The elusive and meagre funding for research in universities has now been identified as a major obstacle to Kenya’s ambition of achieving its own version of the Singapore dream.

The concern emerges at a time when President William Ruto is pushing to transform the country’s economy into a first-world powerhouse, mirroring the rapid development that propelled Singapore’s rise.

However, scholars warn that such aspirations will remain out of reach unless the government addresses chronic undefunding of research and innovation.

They argue that the country cannot attain world-class status while its universities key drivers of knowledge, technology and industrial advancement, operate with limited and inconsistent support.

On Friday, academics strongly faulted the State for failing to honour its long-standing commitment to allocate two per cent of the country’s GDP to research funding.

They noted that without meeting this obligation, the nation’s research ecosystem will continue to stagnate, undermining both economic transformation and the broader national development agenda.

Speakers at Kenyatta University’s 50th Postgraduate showcase seminar for PhD graduands on Friday warned that unless the State closes this gap, the country risks weakening its own knowledge base.

Kakamega Governor Fernandes Barasa, said the Treasury’s failure to meet its legal commitment has denied the country the innovations needed to confront its development challenges.

Barasa, who chairs the Finance, Planning and Economic Affairs Committee at the Council of Governors, has decried the lack of adequate funding for research, noting that in the last financial year, only Sh343 million was allocated to research against a Sh200 billion budget.

This means the allocation to research last year stood at just 0.17 per cent, a stark reminder of the government’s continued failure to honour its commitment to allocate 2 per cent of the GDP to research.

“We cannot speak about national progress while our research institutions remain starved of resources. The 2 per cent of GDP is not optional; it is a legal and moral obligation. Funding must translate into research that impacts communities, not papers that gather dust,” the governor stated.

With a Sh200 bullion revenue, it means the country would need to allocate about Sh4 billion to meet the two percent committment.

At the same time, there is renewed push for industry and government agencies to shift their reliance from politically conected private consultants and instead source expertise, technical guidance and research-backed solutions from local universities.

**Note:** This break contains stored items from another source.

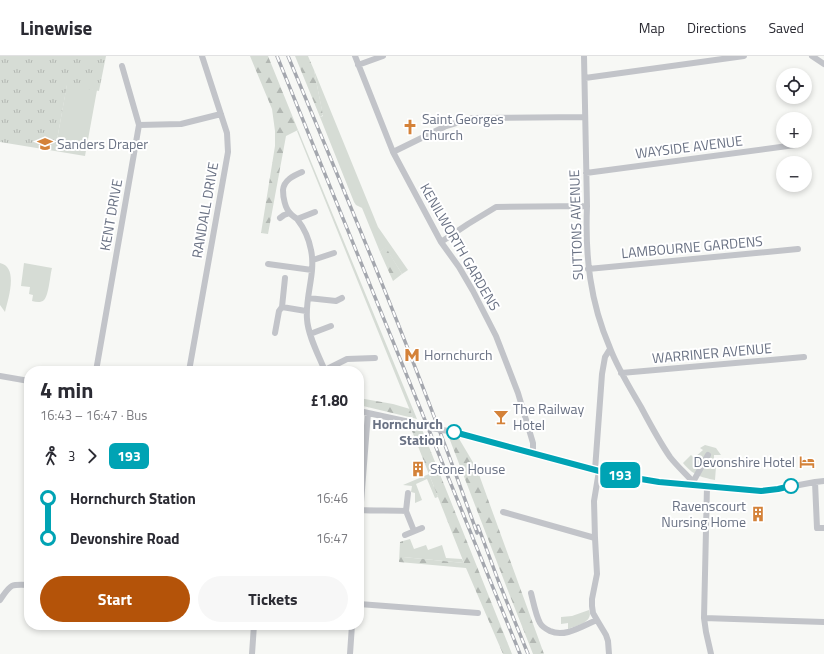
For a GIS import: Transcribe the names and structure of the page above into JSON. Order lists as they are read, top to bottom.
{
  "streets": {
    "street": [
      "WAYSIDE AVENUE",
      "RANDALL DRIVE",
      "KENT DRIVE",
      "SUTTONS AVENUE",
      "KENILWORTH GARDENS",
      "LAMBOURNE GARDENS",
      "WARRINER AVENUE"
    ]
  },
  "crossings": [
    ["WAYSIDE AVENUE", "SUTTONS AVENUE"],
    ["SUTTONS AVENUE", "LAMBOURNE GARDENS"],
    ["SUTTONS AVENUE", "WARRINER AVENUE"]
  ],
  "places": {
    "church": ["Saint Georges Church"],
    "school or university": ["Sanders Draper"],
    "metro station": ["Hornchurch"],
    "bar": ["The Railway Hotel"],
    "other": ["Hornchurch Station"],
    "hotel": ["Devonshire Hotel"],
    "building": ["Stone House", "Ravenscourt Nursing Home"]
  },
  "lines": ["bus line 193"],
  "page": {
    "header": "Linewise",
    "nav": ["Map", "Directions", "Saved"],
    "on_map": "193",
    "map_buttons": ["+", "−"],
    "heading": ["4 min", "16:43 – 16:47 · Bus", "£1.80"],
    "legs": ["3", "193"],
    "list": [
      {
        "name": "Hornchurch Station",
        "value": "16:46"
      },
      {
        "name": "Devonshire Road",
        "value": "16:47"
      }
    ],
    "buttons": ["Start", "Tickets"]
  }
}
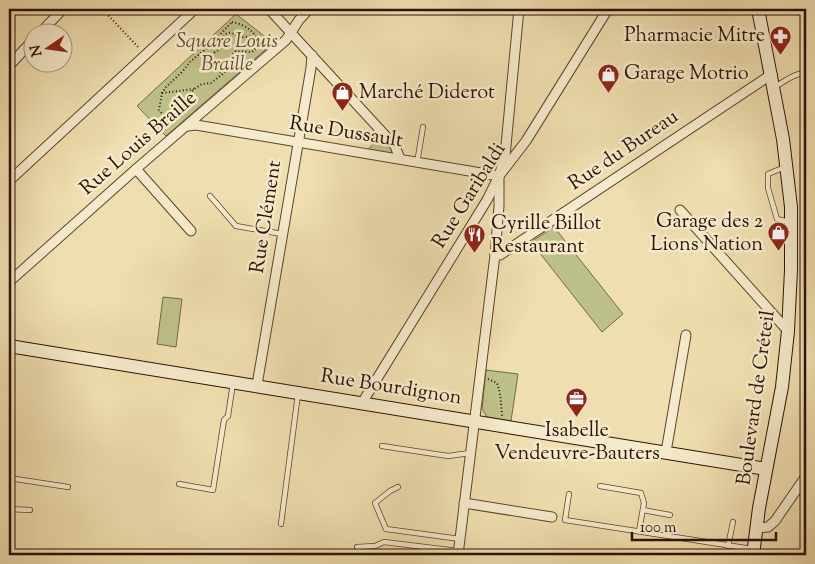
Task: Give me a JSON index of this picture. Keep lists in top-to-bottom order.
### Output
{
  "streets": {
    "street": [
      "Rue Dussault",
      "Rue Louis Braille",
      "Rue du Bureau",
      "Rue Garibaldi",
      "Rue Clément",
      "Rue Bourdignon",
      "Boulevard de Créteil"
    ]
  },
  "crossings": [
    ["Rue Dussault", "Rue Louis Braille"],
    ["Rue Dussault", "Rue Garibaldi"],
    ["Rue Dussault", "Rue Clément"],
    ["Rue du Bureau", "Boulevard de Créteil"],
    ["Rue Garibaldi", "Rue Bourdignon"],
    ["Rue Clément", "Rue Bourdignon"],
    ["Rue Bourdignon", "Boulevard de Créteil"]
  ],
  "parks": ["Square Louis Braille"],
  "places": {
    "pharmacy": ["Pharmacie Mitre"],
    "shop": ["Garage Motrio", "Marché Diderot", "Garage des 2 Lions Nation"],
    "restaurant": ["Cyrille Billot Restaurant"],
    "office": ["Isabelle Vendeuvre-Bauters"]
  },
  "scale_bar": "100 m",
  "north": "left"
}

Scholars argue that strengthening the industry–university link is critical in grounding development decisions in evidence and local context.

Barasa also warned that the proliferation of private consultants—many trading on political networks—has overshadowed universities that have the technical capacity and authenticity to steer Kenya’s development agenda.

Kenyatta University Vice Chancellor Prof. Paul Wainaina echoed these concerns, arguing that the country’s dependence on foreign donors and external consultants for major State projects has sidelined public universities.

“We have world-class scholars whose expertise remains underutilised. Donor-funded projects routinly bypass local universities, yet no one understands Kenya’s development realities better than our own researchers,” Wainaina said.

To address this gap, the VC proposed a major policy shift by ring-fencing consultancy services for all State-funded projects to public university scholars and researchers.

He said this would ensure taxpayer-funded projects are guided by local knowlege, strengthen research culture and retain technical capacity within Kenyan institutions.

Both leaders called for a renewed national framework that aligns government, academia and industry, noting that such collaboration is essential for Kenya to realise the promise of innovation-led development.